Como temos alertado, na lateral-esquerda, desde e saída de Juninho Capixaba por lesão, o setor ficou muito comprometido, principalmente ofensivamente, pois Guilherme está bem aquém do titular. Quando Jhon Jhon não está bem ou precisa ser substituído – como é o caso do próximo jogo do Brasileirão, fora de casa, contra o Atlético-MG – o time fica previsível. Mosquera e Vinicinho, que vem se alternando numa das pontas, também não emplacam.
Seria importante ainda mais uma opção de qualidade nas pontas, pois Vinicinho e Mosquera, que se revezam no time titular, não têm rendido desde o início da competição. O único que apresenta um rendimento mais regular é Lucas Barbosa.
É fato que o rendimento da equipe caiu após o retorno da parada do Mundial de Clubes. Enquanto até a 12ª rodada a equipe tinha 63,8% do aproveitamento (23 pontos conquistados em 36 disputados), nos últimos cinco jogos esse percentual diminuiu para 26,6% (apenas quatro pontos obtidos em 15 jogados).

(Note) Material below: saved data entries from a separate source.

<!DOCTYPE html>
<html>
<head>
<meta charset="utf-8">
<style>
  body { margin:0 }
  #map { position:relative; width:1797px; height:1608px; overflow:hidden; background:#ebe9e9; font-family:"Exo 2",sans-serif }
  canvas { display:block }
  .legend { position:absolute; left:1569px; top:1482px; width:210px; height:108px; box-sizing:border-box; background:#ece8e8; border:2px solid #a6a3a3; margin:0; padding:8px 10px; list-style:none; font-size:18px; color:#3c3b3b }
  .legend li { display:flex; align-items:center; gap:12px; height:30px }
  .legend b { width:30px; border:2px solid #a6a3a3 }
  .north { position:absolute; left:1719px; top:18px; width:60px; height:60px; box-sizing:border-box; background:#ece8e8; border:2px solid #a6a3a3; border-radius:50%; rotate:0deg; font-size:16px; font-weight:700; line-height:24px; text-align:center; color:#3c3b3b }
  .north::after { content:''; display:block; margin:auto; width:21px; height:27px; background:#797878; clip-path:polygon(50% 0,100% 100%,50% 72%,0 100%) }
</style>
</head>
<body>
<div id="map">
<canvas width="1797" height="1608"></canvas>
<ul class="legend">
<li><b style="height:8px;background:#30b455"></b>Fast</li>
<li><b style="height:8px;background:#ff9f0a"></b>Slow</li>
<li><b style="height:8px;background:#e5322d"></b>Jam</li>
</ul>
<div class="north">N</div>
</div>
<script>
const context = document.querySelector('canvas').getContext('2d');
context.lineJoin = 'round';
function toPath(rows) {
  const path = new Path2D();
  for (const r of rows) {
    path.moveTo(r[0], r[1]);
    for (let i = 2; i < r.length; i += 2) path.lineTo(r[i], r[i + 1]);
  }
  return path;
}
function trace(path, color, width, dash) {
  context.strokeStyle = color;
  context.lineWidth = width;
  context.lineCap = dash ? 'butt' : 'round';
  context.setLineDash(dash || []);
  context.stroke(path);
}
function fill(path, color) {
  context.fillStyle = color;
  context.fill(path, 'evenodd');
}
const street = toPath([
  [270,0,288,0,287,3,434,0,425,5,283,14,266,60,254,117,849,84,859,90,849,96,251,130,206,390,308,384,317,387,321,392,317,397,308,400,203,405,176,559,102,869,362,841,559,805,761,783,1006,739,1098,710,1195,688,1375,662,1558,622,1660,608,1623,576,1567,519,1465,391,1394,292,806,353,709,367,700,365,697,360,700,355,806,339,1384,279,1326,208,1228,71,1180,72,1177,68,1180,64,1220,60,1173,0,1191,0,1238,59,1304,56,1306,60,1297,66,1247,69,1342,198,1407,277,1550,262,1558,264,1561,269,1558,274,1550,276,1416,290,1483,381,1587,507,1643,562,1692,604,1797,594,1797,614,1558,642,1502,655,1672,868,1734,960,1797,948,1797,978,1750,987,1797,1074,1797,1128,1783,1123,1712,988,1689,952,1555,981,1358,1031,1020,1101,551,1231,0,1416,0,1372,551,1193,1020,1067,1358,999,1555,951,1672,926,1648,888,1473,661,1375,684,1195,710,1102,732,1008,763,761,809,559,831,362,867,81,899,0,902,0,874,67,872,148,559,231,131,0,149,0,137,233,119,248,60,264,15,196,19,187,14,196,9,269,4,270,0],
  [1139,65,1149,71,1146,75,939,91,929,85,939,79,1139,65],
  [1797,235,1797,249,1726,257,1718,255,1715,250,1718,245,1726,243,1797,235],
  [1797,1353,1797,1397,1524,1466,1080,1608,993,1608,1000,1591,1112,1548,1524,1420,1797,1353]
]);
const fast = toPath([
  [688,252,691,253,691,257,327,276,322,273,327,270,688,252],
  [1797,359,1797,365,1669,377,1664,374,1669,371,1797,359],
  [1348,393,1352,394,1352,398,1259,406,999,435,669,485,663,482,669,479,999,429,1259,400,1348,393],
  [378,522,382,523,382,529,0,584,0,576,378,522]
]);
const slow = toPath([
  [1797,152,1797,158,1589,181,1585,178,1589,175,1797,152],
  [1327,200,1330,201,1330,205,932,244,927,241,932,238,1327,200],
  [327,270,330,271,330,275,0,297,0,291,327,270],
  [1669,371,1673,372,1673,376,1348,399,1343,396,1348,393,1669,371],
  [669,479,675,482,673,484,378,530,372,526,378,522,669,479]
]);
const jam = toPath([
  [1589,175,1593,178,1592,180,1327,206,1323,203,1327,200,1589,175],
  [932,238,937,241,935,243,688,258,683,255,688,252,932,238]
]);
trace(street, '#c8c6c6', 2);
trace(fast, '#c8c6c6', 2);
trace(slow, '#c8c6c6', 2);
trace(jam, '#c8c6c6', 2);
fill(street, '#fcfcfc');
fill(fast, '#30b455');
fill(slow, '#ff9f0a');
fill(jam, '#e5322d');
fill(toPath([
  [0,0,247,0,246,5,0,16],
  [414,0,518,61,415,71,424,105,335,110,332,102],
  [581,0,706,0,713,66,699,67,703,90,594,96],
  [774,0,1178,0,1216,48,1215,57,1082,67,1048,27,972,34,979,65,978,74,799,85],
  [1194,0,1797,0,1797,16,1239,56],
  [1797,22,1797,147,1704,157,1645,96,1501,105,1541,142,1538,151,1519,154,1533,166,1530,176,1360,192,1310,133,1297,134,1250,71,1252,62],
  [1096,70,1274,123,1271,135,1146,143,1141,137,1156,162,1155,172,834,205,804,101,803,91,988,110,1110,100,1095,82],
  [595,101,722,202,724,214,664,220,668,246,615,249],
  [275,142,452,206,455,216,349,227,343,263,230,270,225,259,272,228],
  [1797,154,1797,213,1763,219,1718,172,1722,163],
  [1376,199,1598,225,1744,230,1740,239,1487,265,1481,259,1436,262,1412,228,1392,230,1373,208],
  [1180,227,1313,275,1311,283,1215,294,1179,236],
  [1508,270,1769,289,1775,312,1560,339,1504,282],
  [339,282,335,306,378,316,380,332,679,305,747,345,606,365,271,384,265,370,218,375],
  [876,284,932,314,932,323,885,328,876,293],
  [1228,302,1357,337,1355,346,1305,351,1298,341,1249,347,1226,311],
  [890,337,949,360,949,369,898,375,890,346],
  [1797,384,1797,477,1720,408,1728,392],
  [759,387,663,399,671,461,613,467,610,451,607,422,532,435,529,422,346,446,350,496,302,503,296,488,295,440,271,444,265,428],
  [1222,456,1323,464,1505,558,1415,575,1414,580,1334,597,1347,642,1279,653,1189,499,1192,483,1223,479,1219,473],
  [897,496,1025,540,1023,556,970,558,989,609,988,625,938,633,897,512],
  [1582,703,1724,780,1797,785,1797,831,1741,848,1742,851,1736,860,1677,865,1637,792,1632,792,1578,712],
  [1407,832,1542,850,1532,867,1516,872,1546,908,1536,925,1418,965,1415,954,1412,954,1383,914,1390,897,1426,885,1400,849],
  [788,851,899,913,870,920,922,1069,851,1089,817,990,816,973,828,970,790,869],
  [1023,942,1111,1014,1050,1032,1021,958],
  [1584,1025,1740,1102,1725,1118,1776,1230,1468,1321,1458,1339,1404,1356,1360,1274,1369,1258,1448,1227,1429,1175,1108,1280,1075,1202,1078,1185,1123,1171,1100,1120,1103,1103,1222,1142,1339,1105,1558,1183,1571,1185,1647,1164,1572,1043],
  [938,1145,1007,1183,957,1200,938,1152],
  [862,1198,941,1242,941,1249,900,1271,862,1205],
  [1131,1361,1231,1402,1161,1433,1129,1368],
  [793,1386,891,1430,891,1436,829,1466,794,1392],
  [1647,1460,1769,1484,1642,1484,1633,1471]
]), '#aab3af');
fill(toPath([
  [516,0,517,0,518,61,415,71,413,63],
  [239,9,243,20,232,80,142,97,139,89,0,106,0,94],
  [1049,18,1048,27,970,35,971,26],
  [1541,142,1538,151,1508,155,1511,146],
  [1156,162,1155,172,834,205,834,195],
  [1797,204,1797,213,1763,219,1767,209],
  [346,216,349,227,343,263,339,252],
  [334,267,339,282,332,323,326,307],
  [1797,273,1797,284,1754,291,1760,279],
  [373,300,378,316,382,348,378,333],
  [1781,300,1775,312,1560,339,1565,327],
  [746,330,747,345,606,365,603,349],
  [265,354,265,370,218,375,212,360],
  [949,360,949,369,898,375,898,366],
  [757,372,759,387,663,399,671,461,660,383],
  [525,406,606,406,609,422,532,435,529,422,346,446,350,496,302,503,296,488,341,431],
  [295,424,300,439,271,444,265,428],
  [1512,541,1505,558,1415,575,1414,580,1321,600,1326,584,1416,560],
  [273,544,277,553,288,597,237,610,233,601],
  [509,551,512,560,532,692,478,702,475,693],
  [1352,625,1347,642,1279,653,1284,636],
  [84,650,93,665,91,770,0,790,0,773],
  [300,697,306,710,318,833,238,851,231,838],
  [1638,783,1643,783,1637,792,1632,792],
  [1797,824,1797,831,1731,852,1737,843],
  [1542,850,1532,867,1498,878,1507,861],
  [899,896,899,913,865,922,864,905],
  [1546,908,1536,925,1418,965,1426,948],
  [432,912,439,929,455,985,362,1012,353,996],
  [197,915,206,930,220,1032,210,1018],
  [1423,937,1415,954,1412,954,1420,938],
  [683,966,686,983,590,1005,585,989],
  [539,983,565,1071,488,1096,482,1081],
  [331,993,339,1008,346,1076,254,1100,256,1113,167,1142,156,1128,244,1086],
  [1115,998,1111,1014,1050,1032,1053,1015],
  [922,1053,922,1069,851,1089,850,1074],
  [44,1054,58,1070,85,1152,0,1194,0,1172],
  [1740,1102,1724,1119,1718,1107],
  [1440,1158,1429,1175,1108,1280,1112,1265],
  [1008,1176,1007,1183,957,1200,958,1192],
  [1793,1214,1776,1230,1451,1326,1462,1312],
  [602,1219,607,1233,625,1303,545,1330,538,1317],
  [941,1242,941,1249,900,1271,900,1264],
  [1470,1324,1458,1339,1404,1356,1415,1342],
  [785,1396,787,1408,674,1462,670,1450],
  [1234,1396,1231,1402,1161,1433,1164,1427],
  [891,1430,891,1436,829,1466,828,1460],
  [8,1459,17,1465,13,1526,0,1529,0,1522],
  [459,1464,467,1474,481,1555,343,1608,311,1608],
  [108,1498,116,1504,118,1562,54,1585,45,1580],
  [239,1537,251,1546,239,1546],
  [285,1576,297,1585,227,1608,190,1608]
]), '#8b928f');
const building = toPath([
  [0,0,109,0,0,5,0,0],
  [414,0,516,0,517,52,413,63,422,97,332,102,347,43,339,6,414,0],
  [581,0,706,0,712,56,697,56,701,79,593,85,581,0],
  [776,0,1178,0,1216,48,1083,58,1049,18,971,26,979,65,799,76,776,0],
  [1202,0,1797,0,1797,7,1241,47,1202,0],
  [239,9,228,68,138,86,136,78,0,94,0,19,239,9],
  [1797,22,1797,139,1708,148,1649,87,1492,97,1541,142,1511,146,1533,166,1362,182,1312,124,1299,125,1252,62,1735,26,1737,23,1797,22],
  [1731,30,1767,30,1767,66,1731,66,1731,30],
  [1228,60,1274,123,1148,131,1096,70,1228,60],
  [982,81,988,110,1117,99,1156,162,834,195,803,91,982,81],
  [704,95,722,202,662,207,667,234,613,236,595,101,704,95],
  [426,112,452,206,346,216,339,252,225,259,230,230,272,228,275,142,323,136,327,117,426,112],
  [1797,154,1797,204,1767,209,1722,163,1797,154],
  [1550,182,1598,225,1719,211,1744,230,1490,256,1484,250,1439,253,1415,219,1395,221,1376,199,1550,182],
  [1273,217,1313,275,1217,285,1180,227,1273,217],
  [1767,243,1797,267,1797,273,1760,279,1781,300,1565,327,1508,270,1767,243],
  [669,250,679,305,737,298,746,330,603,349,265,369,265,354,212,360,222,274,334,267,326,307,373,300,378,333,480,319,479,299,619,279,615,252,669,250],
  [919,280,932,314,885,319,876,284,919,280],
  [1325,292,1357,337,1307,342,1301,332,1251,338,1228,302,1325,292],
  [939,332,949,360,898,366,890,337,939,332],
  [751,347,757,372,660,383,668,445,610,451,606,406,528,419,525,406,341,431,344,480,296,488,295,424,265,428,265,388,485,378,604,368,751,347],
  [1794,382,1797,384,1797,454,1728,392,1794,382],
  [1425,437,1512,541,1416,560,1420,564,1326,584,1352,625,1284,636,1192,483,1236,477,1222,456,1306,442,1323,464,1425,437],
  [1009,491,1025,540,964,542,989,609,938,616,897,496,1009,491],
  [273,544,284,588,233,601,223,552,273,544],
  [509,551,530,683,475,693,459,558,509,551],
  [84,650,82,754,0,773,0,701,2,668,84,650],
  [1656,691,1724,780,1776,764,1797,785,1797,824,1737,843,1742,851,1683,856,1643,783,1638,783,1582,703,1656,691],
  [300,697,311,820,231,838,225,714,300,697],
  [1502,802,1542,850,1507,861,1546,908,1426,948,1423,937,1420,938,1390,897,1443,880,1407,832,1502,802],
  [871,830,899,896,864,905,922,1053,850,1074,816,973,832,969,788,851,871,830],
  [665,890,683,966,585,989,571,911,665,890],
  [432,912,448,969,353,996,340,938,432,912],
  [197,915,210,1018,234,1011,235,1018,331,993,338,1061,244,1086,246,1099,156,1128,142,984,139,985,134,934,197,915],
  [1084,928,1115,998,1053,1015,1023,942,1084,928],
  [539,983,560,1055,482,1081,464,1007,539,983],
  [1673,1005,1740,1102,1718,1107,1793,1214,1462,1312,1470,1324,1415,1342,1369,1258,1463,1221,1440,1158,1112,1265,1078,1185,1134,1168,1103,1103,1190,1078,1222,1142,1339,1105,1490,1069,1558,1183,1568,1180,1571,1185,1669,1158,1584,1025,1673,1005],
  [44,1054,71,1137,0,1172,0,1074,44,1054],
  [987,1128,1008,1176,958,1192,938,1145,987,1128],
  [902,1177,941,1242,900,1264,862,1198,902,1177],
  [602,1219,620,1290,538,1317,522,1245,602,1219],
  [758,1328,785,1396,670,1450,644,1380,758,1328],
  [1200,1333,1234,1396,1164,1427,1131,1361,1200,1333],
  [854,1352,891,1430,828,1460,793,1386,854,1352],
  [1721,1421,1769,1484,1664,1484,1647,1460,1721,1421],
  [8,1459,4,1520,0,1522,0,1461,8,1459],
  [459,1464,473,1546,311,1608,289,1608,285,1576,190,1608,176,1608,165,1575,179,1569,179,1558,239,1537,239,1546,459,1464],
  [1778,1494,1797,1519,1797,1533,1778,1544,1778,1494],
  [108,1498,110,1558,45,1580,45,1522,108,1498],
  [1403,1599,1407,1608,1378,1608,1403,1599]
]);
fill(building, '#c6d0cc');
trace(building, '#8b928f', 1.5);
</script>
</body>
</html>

Chama a atenção também a média de gols sofridos. Foram 10 em 5 jogos – média de 2. Antes da pausa, o time tinha levado 11 gols em 12 jogos – média de 0,91, o que ofusca a manutenção da média de gols marcados, de 1,2 por jogo.
Há quatro jogos sem vencer, o time já caiu do terceiro pra o quinto lugar e mais cedo ou mais tarde perderá outras posições se continuar não pontuando. Para o objetivo inicial estabelecido na competição, de terminar entre os 10 primeiros colocados, o time está numa situação bastante favorável, mas a falta de reforços pode comprometer até mesmo essa meta até o final da competição.
AGORA É A COPA DO BRASIL
Depois de um avassalador 6 a 0 sobre o Criciúma em 22 de maio, quando confirmou a classificação para as oitavas de final da Copa do Brasil, o Massa Bruta volta a jogar por esta competição já nesta terça-feira, 29. Mas o desafio desta vez é muito mais duro. A equipe visita o Botafogo no Estádio Nilton Santos, no Rio de Janeiro, e pelas circunstâncias atuais do time e a força do adversário, um empate seria motivo de comemoração até o jogo da volta, na próxima quarta-feira, 6, em Bragança Paulista.
NOVO LÍDER
O Cruzeiro sentiu o peso de sustentar a primeira colocação e perdeu a liderança neste domingo, 29, ao ser derrotado em casa pelo Ceará e ver o Flamengo, um dos favoritos ao título, superar seu rival Atlético-MG e ultrapassá-lo. Como se não bastasse, o time carioca ainda tem um jogo a menos. Pintou o campeão? Cedo para dizer, até porque o Palmeiras, o outro favorito, em terceiro lugar, mas com dois jogos a menos que o Cruzeiro, deve chegar com força mais cedo ou mais tarde.
*Tárcio Cacossi, é jornalista, com MBA em Gestão e Marketing Esportivo.